If another provider wants deeper Jido ergonomics, that provider package should
ship its own plugin rather than expanding core into a generic backend adapter.
This keeps responsibilities clean:
- `jido_memory` owns the canonical memory surface for Jido
- `BasicPlugin` owns the simplest built-in agent integration
- advanced provider packages own advanced integration stories
## Runtime, Providers, and Stores
These layers matter, but mainly as support for the agent story.
### Runtime
`Jido.Memory.Runtime` is the stable dispatch layer used by actions, examples,
tests, and provider-aware integration code.
It exists so application code and actions do not need to call provider modules
directly.
### Providers
Providers implement the memory behavior behind the runtime.
Core contract:
- `Jido.Memory.Provider`
Optional capability behaviors:
- `Jido.Memory.Capability.Ingestion`
- `Jido.Memory.Capability.ExplainableRetrieval`
- `Jido.Memory.Capability.Lifecycle`
### Stores
Stores are low-level persistence infrastructure.
They still matter for `Basic`, but they are no longer the top-level story of
the package.
That is an important design point:
- agents think in terms of memory integration
- providers think in terms of memory behavior
- stores think in terms of persistence
## Canonical Memory Structs
Core exposes stable structs so agent tooling and provider packages can speak the
same language:
- `Jido.Memory.Record`
- `Jido.Memory.Query`
- `Jido.Memory.Scope`
- `Jido.Memory.Hit`
- `Jido.Memory.RetrieveResult`
- `Jido.Memory.Explanation`
- `Jido.Memory.IngestRequest`
- `Jido.Memory.IngestResult`
- `Jido.Memory.ConsolidationResult`
- `Jido.Memory.CapabilitySet`
- `Jido.Memory.ProviderInfo`
Two of these deserve special attention.
### CapabilitySet
`CapabilitySet` is the canonical way for a provider to describe what it
supports.
It includes:
- a canonical provider key
- flat capability atoms
- a structured capability descriptor
- provider-specific metadata
### ProviderInfo
`ProviderInfo` is the richer provider metadata surface.
It can describe:
- provider name and canonical key
- provider style or family
- structured capability metadata
- topology
- advanced provider-direct operations
- surface-boundary guidance
- resolved defaults and metadata
This belongs in core because tools and applications may want to inspect
provider metadata regardless of which provider package is installed.
## Examples
The repo includes runnable example code focused on Jido agent integration.
See:
- [examples/README.md](./examples/README.md)

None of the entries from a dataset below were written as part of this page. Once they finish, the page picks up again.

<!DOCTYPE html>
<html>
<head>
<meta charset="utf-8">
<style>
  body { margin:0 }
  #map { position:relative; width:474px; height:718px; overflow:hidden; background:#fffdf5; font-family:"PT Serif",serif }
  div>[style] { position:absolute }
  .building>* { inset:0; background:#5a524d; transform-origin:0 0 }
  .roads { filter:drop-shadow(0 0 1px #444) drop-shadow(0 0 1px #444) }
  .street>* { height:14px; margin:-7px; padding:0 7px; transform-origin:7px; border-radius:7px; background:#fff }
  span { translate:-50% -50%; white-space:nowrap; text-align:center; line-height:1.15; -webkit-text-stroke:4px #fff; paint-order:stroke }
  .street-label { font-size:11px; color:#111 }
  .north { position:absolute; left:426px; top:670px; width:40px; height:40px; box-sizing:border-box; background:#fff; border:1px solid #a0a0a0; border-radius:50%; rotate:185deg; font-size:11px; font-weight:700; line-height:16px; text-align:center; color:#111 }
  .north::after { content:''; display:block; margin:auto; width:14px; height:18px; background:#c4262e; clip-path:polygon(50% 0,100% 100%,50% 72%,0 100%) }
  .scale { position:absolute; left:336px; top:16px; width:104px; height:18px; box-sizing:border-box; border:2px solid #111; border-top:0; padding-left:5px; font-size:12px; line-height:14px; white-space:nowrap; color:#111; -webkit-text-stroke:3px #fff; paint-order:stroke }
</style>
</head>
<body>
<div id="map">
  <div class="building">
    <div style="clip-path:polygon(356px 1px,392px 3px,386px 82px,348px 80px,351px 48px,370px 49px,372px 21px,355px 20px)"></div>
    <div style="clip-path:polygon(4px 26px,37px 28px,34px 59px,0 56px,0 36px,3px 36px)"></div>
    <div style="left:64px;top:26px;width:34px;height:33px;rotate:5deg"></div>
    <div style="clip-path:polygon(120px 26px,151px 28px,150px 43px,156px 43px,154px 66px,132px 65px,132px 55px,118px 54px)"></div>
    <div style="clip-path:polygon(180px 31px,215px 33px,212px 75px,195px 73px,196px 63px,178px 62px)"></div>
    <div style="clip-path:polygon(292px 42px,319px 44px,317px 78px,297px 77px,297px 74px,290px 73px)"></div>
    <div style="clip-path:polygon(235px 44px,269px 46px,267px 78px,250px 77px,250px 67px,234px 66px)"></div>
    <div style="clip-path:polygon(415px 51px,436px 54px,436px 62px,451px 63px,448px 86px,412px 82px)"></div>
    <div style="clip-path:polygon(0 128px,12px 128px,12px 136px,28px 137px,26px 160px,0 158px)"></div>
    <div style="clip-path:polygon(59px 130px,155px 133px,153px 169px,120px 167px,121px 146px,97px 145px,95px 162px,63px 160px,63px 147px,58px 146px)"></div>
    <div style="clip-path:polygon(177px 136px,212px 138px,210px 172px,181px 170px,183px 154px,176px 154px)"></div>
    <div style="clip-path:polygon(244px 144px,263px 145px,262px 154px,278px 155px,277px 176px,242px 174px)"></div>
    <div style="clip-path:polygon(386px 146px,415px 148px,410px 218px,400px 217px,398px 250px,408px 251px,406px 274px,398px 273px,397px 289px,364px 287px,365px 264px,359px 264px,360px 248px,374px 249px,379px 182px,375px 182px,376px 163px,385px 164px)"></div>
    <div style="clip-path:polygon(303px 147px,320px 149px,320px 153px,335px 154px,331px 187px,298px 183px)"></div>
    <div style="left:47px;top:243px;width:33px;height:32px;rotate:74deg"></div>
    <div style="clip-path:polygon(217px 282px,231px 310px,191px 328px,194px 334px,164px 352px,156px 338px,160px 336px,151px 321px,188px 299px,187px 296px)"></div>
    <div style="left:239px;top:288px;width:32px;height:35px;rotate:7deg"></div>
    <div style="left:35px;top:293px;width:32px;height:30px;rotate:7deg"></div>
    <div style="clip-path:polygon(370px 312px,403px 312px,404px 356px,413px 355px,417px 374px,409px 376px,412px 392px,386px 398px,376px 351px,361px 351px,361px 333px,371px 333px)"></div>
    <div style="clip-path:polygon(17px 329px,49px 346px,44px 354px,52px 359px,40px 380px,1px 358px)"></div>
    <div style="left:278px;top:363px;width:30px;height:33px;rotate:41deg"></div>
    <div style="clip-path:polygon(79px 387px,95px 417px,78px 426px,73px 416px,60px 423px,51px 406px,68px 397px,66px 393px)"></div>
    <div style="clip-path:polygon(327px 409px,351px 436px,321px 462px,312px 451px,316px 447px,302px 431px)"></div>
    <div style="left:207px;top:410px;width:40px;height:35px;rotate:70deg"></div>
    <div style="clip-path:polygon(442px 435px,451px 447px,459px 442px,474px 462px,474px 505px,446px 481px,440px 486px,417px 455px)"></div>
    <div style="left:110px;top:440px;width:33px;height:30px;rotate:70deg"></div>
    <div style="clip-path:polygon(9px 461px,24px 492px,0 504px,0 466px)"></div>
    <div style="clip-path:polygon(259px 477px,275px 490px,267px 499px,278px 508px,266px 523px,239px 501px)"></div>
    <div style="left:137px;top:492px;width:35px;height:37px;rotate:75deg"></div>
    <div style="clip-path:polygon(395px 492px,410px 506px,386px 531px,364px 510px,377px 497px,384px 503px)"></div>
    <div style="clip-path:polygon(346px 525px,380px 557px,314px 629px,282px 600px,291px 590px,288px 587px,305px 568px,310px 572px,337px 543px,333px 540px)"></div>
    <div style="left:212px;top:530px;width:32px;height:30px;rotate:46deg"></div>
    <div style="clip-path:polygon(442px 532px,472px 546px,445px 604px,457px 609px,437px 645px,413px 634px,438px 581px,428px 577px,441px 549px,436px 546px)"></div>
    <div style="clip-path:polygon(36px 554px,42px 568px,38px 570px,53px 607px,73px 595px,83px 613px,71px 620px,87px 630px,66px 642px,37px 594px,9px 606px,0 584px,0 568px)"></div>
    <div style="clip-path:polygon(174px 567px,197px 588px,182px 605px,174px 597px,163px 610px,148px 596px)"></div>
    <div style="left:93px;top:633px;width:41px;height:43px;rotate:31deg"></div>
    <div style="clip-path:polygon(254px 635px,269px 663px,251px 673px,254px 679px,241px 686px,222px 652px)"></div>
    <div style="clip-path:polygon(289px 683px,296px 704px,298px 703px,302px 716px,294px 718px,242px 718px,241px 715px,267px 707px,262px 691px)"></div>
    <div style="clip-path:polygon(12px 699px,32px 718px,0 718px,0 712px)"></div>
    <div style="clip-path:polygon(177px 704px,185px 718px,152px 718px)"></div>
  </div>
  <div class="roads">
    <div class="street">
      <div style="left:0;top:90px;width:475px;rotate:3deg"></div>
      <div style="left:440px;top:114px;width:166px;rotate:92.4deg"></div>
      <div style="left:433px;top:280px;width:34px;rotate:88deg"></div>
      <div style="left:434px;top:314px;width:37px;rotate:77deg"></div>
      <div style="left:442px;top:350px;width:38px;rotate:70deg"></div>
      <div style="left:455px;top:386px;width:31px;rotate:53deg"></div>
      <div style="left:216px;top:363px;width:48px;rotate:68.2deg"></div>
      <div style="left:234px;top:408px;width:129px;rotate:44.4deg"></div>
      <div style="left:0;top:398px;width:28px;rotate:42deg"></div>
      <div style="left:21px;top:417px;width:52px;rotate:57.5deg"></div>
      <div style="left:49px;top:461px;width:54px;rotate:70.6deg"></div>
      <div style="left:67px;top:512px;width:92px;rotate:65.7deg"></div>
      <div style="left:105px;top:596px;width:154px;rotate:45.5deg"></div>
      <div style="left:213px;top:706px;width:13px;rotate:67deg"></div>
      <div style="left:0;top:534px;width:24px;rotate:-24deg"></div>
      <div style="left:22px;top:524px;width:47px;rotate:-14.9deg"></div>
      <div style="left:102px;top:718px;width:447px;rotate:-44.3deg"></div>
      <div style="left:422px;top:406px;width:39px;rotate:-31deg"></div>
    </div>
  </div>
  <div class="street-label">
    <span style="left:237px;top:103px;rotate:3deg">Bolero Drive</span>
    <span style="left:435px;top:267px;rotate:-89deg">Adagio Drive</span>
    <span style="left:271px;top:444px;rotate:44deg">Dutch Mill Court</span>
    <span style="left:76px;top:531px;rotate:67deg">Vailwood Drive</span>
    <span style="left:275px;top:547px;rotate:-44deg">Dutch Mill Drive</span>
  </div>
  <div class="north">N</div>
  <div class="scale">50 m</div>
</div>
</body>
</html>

- [examples/memory_agent_demo.exs](./examples/memory_agent_demo.exs)
- [examples/support/memory_agent_examples.exs](./examples/support/memory_agent_examples.exs)

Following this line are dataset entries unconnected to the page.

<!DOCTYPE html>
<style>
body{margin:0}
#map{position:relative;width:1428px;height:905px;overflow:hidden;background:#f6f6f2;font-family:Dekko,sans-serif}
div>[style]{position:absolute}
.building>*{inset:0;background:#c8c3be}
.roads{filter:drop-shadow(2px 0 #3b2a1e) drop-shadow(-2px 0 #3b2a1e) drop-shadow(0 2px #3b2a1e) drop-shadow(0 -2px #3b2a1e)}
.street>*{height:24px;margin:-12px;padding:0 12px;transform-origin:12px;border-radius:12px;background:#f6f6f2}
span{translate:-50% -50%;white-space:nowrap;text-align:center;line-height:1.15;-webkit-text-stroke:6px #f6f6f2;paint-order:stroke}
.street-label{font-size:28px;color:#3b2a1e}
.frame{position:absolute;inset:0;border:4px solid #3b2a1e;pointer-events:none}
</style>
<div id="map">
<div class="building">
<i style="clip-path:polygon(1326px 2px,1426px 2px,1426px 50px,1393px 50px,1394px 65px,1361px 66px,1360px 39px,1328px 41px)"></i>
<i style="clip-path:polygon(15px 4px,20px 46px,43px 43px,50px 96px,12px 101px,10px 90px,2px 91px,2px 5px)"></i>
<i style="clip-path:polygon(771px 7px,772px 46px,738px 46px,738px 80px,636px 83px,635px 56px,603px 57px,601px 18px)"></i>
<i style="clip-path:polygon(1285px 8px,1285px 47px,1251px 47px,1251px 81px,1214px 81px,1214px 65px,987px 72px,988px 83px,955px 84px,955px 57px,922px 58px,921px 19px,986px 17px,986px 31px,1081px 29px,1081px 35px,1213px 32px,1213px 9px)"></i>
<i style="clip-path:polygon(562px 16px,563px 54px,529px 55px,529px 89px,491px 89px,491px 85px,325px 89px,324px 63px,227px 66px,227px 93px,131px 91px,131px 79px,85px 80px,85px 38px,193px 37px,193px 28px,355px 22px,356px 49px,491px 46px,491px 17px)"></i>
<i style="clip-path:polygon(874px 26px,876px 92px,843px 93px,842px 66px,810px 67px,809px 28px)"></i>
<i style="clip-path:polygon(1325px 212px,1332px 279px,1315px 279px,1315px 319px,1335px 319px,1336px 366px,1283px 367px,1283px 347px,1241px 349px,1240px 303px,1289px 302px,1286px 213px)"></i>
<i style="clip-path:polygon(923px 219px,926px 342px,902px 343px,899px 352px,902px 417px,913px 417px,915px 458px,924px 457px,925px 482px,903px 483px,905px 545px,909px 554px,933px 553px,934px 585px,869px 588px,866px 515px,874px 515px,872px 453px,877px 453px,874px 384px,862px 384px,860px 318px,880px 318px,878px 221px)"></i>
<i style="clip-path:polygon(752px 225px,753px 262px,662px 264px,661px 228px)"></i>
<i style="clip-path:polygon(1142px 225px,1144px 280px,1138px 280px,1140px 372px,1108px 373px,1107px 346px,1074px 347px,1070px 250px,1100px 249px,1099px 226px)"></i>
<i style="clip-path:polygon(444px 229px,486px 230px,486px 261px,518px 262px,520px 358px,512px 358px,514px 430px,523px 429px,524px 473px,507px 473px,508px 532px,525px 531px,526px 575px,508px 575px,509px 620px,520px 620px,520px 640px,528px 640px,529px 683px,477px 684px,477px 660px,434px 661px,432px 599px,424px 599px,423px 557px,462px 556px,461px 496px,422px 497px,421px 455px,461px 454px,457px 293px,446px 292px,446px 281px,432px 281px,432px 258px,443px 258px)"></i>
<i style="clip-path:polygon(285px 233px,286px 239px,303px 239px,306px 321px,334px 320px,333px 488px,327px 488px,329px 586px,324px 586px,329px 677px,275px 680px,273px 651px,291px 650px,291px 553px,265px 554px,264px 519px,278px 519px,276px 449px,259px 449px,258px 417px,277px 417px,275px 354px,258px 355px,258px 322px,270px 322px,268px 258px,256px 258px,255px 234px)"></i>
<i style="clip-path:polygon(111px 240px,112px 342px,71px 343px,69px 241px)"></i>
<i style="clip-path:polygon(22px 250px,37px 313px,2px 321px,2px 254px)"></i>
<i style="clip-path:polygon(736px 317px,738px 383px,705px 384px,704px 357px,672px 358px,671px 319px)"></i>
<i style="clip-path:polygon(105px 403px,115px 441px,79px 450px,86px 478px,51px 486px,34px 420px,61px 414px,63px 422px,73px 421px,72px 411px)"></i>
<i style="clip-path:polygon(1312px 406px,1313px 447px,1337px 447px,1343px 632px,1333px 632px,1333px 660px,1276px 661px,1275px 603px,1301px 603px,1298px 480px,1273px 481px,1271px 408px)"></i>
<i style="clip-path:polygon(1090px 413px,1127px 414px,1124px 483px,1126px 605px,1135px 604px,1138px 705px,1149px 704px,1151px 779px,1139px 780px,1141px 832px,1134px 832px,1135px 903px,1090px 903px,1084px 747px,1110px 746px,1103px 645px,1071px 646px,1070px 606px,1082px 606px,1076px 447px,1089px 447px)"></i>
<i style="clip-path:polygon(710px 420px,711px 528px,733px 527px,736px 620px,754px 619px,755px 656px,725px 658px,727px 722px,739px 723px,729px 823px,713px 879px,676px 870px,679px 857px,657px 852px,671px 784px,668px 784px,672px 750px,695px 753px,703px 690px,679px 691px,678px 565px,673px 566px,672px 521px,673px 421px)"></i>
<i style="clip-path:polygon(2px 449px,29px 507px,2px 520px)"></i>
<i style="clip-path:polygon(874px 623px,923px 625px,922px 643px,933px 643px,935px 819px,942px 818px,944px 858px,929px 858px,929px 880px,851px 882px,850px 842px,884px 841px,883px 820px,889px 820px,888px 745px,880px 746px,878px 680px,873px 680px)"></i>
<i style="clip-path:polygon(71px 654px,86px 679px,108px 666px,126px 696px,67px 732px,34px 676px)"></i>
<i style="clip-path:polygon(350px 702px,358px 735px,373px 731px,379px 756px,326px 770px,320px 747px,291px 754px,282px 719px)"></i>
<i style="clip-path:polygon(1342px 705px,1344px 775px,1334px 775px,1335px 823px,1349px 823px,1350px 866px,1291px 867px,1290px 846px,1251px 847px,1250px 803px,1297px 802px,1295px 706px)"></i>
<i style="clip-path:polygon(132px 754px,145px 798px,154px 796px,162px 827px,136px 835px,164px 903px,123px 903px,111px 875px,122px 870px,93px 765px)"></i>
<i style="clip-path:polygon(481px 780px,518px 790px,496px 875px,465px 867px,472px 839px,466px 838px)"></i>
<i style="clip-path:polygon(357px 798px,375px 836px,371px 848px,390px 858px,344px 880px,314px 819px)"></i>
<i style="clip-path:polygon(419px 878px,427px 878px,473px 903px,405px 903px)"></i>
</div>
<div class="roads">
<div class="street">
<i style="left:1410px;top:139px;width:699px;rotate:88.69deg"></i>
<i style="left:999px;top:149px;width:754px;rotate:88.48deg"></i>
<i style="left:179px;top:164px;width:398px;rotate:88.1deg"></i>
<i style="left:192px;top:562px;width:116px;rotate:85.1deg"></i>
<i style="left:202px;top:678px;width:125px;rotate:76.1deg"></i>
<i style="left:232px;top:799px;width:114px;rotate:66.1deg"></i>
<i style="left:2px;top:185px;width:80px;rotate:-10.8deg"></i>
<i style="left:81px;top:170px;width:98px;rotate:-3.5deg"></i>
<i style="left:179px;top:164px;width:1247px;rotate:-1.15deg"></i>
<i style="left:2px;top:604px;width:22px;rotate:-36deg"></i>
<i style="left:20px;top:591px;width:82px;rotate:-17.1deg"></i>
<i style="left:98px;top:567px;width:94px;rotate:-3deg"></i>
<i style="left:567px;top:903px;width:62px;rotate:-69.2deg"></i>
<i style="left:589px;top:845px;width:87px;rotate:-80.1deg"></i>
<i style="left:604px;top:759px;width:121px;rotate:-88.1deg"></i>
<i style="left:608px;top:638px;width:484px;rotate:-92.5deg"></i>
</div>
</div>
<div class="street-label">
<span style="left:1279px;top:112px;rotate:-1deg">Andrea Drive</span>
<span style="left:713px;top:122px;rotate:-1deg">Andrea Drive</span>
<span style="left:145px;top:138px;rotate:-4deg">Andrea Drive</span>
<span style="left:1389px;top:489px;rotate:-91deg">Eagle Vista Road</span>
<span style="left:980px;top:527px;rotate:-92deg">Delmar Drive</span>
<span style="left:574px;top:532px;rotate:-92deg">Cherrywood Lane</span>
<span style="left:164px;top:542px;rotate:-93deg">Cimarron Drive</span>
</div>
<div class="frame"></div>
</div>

The examples prove two paths:
- a plain `Jido.Agent` using `BasicPlugin`
- an AI-enabled Jido agent exposing memory retrieval as a tool
Example tests live in:
- [test/examples/memory_agent_example_test.exs](./test/examples/memory_agent_example_test.exs)
They are tagged `:examples` and are excluded from the default suite.
Run them explicitly with:
```bash
mix test --only examples
```
## Guides
For deeper documentation, start here:
- [Guides Index](./guides/index.md)
- [Using Jido.Memory](./guides/using_jido_memory.md)
- [API Adapter Surface](./guides/api_adapter_surface.md)
- [Basic Provider](./guides/basic_provider.md)
- [Provider Contract](./docs/provider_contract.md)
- [Provider-First Migration Guide](./docs/provider_migration.md)
## Summary
If you are integrating memory into a Jido agent, start with `BasicPlugin`.
That is the primary user-facing value of this package.
If you need a different memory system later, core already gives you the stable
plumbing to swap providers without throwing away your agent-facing memory story.